Seqanswers Leaderboard Ad

Collapse

Announcement

Collapse
No announcement yet.
X
 
  • Filter
  • Time
  • Show
Clear All
new posts

  • Tophat: report *only* novel splice junctions?

    Okay, so I've finally got my bearings with TopHat (I think).

    First, I was able to shoehorn my Helicos RNA-Seq data so that it can be used with TopHat (thank you for the help Cole). Then I was finally able to work around the issues that I was having with getting a good gff3 file (thanks to the forum members who helped).

    Now I have an additional questions, is there a way to *only* report junctions that are found, but aren't in the supplied gff3 file? I generated a list of junctions with and without the --no-novel-juncs parameter so I know that I have about a thousand novel junctions by comparing the two output junction files.
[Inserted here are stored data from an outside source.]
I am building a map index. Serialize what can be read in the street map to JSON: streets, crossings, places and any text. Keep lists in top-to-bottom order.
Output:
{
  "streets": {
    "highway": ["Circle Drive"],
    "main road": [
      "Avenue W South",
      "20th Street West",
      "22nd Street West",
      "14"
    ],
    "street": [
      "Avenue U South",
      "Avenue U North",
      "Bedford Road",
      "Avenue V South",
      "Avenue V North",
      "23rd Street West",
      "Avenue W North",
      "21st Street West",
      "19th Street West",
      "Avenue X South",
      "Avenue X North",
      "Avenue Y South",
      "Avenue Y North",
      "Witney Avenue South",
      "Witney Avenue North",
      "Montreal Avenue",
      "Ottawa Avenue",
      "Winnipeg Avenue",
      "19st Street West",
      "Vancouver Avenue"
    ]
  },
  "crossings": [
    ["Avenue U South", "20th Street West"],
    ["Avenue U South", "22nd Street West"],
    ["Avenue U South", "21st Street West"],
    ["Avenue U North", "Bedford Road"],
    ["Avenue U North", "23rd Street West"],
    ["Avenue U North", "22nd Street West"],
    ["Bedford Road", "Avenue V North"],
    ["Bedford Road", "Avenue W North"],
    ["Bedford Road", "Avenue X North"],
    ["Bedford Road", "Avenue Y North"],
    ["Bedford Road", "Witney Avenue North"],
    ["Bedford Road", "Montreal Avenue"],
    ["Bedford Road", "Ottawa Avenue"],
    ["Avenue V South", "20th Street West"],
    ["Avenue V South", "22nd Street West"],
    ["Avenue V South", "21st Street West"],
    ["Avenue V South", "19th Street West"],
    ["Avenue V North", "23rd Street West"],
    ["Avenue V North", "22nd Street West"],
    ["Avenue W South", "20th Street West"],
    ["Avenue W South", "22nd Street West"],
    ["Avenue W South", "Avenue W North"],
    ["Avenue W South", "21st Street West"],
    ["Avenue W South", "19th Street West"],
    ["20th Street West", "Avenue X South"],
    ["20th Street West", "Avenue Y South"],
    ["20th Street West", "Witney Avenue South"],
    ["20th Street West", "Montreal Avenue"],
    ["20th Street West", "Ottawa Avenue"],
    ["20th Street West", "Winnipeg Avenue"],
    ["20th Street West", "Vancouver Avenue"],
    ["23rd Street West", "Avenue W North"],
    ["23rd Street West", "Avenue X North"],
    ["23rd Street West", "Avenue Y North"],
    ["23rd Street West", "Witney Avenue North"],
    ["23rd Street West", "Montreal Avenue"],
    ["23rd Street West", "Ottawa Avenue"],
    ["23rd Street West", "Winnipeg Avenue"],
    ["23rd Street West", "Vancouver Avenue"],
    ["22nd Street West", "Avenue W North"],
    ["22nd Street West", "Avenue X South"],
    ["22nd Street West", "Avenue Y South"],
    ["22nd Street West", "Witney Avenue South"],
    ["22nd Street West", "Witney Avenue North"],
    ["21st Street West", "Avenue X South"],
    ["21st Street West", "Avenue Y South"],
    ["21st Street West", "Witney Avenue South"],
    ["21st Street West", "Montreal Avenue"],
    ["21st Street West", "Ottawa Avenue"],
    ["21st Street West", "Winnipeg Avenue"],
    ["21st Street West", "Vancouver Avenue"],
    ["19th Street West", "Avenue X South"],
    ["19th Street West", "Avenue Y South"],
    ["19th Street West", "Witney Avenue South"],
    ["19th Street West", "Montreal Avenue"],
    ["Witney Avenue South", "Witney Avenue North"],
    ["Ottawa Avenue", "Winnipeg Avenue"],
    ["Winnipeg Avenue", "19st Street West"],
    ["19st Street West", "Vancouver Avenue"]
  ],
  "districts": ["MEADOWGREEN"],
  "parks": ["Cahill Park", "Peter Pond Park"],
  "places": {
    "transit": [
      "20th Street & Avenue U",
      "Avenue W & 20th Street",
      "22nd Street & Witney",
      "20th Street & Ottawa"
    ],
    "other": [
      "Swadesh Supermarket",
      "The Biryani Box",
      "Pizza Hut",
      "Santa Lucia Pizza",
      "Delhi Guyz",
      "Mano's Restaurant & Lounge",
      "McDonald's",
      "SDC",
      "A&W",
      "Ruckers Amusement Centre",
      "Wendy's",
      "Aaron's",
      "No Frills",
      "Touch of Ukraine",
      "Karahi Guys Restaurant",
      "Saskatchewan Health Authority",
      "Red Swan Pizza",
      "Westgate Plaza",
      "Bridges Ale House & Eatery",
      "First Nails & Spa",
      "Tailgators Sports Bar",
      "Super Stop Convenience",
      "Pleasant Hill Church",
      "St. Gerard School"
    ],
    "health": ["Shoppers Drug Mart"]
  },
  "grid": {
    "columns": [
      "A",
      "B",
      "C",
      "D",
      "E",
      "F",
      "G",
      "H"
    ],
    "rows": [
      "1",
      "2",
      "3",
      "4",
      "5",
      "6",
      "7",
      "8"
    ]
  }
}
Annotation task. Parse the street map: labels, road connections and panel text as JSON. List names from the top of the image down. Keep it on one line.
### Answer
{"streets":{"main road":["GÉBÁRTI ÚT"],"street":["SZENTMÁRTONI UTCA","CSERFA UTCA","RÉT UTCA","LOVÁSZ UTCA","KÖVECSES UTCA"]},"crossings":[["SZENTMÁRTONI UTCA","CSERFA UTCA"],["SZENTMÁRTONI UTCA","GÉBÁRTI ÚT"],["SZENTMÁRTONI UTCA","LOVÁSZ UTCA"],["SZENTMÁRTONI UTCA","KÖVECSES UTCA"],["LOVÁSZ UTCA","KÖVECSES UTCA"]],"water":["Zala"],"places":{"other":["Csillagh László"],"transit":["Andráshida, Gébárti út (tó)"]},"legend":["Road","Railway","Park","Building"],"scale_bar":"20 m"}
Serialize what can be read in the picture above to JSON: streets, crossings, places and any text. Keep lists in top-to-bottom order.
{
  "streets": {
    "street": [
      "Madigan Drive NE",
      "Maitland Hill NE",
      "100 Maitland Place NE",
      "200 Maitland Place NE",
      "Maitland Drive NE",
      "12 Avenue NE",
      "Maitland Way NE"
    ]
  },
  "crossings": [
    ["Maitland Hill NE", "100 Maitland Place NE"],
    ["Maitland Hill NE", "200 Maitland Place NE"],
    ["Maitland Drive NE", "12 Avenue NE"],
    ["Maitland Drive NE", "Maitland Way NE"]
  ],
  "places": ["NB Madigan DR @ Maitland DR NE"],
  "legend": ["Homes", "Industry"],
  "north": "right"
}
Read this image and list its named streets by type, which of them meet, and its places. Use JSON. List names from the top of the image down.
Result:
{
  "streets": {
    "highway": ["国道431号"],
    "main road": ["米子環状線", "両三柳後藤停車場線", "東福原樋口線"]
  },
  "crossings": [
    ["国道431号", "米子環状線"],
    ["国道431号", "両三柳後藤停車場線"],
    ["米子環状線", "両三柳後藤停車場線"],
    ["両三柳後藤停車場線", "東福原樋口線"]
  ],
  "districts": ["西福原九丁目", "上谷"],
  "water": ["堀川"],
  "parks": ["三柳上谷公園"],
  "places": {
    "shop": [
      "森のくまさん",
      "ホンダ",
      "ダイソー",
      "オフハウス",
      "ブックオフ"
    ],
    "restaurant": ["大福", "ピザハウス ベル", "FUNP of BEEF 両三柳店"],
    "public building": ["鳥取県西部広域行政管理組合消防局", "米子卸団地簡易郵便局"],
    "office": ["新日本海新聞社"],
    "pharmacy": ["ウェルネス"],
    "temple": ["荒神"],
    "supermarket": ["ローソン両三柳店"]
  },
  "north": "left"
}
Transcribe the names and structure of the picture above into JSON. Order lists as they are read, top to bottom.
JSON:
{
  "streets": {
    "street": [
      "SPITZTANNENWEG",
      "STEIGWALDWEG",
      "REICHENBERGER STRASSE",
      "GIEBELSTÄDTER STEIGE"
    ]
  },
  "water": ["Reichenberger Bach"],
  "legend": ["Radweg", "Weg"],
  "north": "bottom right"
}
    It wouldn't be too hard to write a script to compare the outputs and only keep junctions that are novel, but I'm lazy and would prefer not to do if there is another way.

    Thanks,
    Sam

  • #2
    Never mind, I figured it out.
    Last edited by sdarko; 01-19-2010, 06:16 AM.

    Comment


    • #3
      I think you do it in the right way. Presently, there is no way for conveniently output the novel junction.

      Comment


      • #4
        Hi,

        From what you said, it sounds like to use the junctions output from tophat to compare with a ref gff3 file, those that do not appear in gff3 are potential novel splice forms.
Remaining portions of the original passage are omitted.